Fun story: the book Extreme Programming Explained introduced pair programming to the world. It came out in 1999, when I was working at DejaNews (possibly it had been renamed to Deja.com by then). I liked the ideas of XP so I gave a copy of the book to the company founder. He liked it too and spread it around the management team. In a great example of ridiculous dot-com bubble workplace culture, we soon had managers going around trying to catch people in the act of pair programming and rewarding them with $20 bills. Later, the execs came up with the idea of “extreme management”. By 2001 the company had been split up and sold to Half.com and Google.
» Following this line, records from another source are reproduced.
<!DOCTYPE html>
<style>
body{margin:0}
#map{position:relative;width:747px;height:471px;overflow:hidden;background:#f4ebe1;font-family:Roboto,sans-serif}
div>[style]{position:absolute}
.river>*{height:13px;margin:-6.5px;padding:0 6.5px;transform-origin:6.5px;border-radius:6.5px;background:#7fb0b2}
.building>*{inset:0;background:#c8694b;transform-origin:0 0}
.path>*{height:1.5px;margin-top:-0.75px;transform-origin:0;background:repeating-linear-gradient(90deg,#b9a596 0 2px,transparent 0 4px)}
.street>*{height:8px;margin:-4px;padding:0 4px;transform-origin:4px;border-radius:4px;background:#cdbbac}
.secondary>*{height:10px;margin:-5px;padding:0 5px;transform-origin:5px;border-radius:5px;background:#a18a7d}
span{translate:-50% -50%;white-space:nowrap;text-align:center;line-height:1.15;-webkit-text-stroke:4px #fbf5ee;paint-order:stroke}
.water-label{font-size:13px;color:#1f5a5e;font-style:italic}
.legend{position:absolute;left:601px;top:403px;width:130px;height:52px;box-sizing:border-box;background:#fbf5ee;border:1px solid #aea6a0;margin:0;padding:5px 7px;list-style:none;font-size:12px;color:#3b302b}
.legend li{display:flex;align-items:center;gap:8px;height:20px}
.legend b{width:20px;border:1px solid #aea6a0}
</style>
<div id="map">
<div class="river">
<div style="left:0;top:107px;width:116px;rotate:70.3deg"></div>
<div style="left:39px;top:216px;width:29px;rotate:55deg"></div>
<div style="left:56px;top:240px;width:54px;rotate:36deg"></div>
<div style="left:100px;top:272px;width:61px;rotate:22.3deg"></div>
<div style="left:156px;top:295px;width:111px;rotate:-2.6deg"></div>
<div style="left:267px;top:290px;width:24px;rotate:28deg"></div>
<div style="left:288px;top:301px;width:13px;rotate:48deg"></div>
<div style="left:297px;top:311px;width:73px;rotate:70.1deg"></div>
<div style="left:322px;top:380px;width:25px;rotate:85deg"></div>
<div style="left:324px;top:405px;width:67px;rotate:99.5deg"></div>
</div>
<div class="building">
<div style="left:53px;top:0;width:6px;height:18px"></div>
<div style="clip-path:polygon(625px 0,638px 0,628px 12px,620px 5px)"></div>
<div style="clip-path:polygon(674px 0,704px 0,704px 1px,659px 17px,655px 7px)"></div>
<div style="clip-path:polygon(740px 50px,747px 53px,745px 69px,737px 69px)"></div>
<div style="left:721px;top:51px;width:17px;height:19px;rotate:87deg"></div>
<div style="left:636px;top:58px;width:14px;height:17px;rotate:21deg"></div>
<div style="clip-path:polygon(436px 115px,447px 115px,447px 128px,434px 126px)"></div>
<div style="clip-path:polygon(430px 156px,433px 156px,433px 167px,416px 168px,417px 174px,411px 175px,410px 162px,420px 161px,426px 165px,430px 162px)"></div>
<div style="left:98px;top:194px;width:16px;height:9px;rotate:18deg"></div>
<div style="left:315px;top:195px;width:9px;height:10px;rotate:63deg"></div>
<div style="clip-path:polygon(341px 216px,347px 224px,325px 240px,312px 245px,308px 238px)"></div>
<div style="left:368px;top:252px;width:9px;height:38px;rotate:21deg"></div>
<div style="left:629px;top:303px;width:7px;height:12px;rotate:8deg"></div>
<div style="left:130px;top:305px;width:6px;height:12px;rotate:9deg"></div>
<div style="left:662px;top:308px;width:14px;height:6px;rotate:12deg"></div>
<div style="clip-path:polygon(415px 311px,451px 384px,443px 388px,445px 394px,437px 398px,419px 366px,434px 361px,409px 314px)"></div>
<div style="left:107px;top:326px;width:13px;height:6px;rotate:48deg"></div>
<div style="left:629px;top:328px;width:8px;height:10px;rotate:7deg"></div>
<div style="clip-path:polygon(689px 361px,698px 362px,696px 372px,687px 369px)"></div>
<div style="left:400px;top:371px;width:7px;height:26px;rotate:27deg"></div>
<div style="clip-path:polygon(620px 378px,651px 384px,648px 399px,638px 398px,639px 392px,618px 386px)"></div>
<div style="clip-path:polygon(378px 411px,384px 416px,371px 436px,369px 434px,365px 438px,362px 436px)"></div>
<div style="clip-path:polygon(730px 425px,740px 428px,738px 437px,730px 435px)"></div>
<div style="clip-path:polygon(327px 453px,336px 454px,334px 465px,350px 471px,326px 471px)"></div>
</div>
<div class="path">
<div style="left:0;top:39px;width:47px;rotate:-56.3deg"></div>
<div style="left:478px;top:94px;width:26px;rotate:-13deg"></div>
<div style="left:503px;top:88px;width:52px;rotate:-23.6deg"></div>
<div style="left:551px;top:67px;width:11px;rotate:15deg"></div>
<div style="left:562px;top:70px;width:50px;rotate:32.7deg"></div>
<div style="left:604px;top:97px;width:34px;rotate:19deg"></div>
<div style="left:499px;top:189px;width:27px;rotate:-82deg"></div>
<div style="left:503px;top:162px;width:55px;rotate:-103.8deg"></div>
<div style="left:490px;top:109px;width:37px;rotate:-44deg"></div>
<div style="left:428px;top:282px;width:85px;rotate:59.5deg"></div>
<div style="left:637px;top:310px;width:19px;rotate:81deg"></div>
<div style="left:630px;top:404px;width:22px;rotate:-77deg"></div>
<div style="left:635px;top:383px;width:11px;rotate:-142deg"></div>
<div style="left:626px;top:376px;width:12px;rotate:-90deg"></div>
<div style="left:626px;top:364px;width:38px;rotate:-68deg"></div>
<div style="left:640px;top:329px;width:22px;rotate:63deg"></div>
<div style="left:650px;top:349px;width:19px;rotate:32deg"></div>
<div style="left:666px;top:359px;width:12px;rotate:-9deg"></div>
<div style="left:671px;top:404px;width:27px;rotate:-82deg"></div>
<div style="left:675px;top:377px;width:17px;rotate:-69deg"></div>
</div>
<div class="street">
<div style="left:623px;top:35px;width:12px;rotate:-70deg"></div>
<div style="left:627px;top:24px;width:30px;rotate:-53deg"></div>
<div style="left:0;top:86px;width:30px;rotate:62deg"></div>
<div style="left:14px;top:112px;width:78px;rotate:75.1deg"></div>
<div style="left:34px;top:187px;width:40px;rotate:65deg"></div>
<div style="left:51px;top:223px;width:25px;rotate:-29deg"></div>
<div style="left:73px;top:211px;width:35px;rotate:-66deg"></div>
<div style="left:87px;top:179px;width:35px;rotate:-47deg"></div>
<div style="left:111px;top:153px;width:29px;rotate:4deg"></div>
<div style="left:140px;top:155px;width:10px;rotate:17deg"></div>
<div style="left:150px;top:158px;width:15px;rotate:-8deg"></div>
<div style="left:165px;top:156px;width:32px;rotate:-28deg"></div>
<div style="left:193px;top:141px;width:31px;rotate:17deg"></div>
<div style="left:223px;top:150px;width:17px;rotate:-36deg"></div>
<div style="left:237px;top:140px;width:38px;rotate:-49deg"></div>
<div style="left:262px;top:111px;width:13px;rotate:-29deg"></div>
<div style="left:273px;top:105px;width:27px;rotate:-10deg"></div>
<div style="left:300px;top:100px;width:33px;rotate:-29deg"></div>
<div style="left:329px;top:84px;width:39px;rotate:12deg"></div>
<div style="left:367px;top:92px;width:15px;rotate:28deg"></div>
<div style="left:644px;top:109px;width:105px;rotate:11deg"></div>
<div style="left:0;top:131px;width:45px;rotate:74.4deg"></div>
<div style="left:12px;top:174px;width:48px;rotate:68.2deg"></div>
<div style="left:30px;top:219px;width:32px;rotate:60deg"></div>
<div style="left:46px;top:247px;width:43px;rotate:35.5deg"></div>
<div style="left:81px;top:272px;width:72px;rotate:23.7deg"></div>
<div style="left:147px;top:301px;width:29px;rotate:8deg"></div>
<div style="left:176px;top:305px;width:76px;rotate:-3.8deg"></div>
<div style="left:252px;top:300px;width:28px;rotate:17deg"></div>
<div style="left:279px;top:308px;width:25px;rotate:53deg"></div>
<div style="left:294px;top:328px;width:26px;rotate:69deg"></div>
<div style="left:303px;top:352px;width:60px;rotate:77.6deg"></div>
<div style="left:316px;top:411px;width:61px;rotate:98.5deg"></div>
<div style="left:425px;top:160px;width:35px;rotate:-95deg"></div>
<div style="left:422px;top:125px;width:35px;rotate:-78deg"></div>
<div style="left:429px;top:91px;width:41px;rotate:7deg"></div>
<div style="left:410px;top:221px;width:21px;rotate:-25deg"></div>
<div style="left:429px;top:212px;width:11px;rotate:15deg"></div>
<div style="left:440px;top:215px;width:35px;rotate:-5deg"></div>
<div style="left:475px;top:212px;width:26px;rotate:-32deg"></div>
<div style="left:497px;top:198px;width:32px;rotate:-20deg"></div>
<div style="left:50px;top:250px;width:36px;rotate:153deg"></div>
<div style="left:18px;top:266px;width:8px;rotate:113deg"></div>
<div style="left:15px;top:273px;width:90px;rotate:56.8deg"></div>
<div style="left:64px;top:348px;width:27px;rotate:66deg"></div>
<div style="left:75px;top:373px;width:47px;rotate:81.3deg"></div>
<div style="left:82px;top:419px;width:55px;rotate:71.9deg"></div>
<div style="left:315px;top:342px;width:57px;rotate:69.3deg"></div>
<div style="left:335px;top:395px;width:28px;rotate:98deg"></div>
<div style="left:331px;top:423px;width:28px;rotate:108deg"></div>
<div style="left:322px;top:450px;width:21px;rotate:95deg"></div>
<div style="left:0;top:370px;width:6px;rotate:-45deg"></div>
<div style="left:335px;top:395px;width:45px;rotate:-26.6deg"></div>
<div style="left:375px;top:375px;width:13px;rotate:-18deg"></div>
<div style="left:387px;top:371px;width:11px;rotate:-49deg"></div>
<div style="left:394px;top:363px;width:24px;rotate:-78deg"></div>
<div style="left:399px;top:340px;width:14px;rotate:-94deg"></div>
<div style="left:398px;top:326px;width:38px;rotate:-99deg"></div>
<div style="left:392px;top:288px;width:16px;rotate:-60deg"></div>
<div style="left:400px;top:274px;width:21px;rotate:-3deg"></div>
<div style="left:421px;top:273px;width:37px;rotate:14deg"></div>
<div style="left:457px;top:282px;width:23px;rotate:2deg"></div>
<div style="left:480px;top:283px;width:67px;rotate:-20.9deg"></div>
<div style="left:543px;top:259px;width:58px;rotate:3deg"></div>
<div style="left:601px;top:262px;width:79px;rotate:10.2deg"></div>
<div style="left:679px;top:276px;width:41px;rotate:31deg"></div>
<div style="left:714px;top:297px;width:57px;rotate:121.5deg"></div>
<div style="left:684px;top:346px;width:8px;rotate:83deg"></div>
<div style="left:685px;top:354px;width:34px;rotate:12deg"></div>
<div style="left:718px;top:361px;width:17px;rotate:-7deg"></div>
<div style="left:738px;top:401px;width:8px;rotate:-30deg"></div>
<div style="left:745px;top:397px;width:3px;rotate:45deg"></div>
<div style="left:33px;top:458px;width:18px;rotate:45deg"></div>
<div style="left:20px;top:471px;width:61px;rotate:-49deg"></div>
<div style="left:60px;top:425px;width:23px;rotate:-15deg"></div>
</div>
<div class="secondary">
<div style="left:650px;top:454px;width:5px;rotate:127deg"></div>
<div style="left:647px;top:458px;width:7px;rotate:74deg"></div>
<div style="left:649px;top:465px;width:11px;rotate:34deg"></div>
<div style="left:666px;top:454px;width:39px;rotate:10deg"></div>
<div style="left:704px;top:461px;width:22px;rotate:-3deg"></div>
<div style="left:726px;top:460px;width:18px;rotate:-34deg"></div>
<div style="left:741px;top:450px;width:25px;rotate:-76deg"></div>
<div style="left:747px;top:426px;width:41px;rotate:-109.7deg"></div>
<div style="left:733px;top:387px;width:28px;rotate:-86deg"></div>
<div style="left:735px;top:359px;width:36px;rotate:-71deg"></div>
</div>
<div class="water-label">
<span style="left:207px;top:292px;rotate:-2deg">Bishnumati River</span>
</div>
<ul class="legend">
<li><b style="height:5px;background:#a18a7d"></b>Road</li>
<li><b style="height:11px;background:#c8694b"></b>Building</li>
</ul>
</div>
I thought it was easy from a programming standpoint, and excessive from a bureaucracy standpoint. So many GitLab issues to work through!

Exceptions can be a very nice language feature, but the C++ design of exceptions leaves much to be desired. Calling a function that might throw an exception is like using an if statement or a loop: it is a branch point in the execution graph of your program. But a call to a function that might throw looks exactly like a call to a function that never throws. This is a cognitive burden you shouldn’t be forced to bear.

Function strcmp is badly named. The name doesn’t tell you enough about what it returns. A name like strdiff would be better. The function answers (approximately) the difference between the strings, so a statement like if (strdiff(s ,t)) { do something; } more naturally reads as “do something if s and t differ”.

Types vector, list, and deque are just part of the C++ toolbox. They are necessary data structures and they have APIs consistent with the design philosophy of the language, for better and for worse.

Getting a 2 on project 1 made me happy. Or at least I felt relieved. I’m also enjoying the video game Animal Well.

My tip this week comes from Nobel laureate Richard Feynman:

The first principle is that you must not fool yourself and you are the easiest person to fool.